(The problem): Take from the records below each line that holds "Annotation".

(Extracted records):
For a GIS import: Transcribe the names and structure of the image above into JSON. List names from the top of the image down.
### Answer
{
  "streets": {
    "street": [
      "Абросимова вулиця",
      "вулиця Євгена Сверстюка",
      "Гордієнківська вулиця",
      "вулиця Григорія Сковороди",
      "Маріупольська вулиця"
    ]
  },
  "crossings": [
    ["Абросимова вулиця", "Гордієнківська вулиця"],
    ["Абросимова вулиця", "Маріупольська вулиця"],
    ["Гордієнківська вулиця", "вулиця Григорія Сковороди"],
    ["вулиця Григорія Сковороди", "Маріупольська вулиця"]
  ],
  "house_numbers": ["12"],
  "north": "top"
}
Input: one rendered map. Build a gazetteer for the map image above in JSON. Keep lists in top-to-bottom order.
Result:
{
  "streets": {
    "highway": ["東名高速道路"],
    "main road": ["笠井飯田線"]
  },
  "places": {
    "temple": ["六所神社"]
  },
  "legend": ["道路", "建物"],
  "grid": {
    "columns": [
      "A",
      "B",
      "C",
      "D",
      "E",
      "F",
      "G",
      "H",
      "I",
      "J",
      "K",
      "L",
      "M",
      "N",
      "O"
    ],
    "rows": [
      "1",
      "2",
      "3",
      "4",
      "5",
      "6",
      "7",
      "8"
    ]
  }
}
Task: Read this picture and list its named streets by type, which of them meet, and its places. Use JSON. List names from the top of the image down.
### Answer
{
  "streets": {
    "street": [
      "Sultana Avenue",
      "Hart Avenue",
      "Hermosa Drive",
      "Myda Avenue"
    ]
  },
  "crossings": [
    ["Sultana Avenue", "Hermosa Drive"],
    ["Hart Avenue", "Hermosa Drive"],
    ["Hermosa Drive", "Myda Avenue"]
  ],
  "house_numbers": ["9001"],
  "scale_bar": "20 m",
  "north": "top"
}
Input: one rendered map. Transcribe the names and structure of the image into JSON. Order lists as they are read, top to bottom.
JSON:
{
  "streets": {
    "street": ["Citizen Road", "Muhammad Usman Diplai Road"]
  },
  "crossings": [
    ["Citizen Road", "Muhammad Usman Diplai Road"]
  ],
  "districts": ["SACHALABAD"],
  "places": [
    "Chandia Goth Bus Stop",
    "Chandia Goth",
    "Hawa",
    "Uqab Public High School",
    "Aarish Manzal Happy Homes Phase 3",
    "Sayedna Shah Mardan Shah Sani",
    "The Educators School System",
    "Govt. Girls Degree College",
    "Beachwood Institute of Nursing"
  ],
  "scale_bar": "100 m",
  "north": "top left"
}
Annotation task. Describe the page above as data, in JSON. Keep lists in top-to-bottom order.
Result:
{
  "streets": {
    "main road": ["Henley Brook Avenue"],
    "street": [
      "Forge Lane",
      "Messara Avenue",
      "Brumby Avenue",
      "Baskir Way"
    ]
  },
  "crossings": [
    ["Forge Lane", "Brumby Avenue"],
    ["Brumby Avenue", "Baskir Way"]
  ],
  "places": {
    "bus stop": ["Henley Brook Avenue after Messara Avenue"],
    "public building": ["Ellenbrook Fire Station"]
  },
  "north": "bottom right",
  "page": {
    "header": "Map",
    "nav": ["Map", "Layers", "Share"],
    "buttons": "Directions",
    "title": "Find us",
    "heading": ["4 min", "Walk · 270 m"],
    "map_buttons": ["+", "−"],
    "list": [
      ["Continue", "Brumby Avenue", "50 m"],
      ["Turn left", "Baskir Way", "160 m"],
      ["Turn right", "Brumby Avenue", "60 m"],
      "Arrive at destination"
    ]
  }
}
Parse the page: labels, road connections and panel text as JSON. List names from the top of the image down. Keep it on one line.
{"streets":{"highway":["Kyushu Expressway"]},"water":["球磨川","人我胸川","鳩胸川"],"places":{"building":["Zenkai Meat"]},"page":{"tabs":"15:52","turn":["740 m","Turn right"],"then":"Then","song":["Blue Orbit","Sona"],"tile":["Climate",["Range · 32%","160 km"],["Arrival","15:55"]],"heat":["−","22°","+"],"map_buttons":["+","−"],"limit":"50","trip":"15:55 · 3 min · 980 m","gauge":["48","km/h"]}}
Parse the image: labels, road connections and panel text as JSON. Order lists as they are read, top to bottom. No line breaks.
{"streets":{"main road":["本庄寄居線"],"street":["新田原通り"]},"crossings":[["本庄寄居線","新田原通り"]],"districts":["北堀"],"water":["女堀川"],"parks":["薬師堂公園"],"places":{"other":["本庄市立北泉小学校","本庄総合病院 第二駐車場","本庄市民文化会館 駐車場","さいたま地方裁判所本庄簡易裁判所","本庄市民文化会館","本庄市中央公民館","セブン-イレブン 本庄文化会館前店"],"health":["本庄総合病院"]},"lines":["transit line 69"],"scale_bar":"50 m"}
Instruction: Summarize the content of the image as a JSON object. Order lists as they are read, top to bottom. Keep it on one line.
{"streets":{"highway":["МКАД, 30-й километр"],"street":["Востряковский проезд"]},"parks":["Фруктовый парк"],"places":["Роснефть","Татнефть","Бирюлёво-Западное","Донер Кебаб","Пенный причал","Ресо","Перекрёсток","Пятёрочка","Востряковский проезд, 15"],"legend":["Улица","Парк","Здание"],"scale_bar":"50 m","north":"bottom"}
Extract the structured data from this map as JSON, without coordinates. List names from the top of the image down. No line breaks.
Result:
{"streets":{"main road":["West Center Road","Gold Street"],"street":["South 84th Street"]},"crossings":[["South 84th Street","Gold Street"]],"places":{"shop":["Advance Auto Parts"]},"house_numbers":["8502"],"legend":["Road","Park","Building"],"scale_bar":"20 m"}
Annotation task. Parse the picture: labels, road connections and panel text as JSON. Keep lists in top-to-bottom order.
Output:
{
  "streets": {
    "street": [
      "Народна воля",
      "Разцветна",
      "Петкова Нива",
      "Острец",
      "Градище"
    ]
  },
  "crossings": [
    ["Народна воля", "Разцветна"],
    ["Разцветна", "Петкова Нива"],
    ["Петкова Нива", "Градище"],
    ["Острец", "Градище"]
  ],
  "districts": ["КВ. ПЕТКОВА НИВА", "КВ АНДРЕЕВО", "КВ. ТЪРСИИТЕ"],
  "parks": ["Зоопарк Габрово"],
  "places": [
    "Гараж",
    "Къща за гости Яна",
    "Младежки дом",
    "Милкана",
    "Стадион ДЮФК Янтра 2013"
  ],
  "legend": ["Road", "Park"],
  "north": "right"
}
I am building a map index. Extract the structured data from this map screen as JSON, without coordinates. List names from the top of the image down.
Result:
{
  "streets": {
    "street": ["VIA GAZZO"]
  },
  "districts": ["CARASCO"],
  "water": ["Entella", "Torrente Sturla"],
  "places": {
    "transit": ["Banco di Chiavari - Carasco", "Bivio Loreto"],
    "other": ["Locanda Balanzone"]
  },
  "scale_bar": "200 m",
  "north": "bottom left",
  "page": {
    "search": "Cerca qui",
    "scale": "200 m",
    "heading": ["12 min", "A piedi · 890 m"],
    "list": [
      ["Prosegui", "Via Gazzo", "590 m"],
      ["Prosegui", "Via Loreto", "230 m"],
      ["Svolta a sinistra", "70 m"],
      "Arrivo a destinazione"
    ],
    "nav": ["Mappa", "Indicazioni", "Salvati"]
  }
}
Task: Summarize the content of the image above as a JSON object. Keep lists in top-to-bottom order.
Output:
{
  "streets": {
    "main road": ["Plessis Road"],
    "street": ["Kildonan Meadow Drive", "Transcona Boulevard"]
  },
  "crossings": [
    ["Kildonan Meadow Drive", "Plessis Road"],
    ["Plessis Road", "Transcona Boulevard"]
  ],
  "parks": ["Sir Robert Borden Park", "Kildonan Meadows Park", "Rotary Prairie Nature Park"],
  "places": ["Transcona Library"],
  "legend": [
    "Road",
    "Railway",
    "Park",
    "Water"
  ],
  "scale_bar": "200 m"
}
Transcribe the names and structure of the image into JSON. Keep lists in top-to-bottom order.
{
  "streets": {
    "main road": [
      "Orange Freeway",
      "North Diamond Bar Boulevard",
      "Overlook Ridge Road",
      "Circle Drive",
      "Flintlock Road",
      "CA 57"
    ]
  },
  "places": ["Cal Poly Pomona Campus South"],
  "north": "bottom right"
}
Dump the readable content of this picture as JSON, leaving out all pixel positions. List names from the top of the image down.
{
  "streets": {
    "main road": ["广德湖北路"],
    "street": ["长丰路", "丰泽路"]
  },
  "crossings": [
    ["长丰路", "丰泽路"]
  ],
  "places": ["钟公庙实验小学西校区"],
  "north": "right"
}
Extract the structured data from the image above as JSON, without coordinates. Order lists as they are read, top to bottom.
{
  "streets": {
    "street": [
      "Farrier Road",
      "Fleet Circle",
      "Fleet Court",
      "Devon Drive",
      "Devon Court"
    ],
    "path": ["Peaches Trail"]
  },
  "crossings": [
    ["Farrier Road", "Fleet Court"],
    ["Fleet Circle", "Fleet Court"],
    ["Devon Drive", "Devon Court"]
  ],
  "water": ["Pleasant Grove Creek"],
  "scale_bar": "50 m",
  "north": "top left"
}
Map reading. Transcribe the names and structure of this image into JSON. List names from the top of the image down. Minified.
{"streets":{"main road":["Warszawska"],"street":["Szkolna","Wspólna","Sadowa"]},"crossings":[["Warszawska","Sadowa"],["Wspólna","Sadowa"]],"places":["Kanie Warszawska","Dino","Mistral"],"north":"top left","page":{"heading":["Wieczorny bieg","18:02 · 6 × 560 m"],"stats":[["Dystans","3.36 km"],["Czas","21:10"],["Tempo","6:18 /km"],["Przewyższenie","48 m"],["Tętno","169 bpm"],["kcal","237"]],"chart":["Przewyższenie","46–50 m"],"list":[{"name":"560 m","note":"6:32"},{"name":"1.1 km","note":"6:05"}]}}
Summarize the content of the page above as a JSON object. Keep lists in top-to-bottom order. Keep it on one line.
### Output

(Answer below):
Annotation task. Describe the page above as data, in JSON. Keep lists in top-to-bottom order.
Annotation task. Parse the picture: labels, road connections and panel text as JSON. Keep lists in top-to-bottom order.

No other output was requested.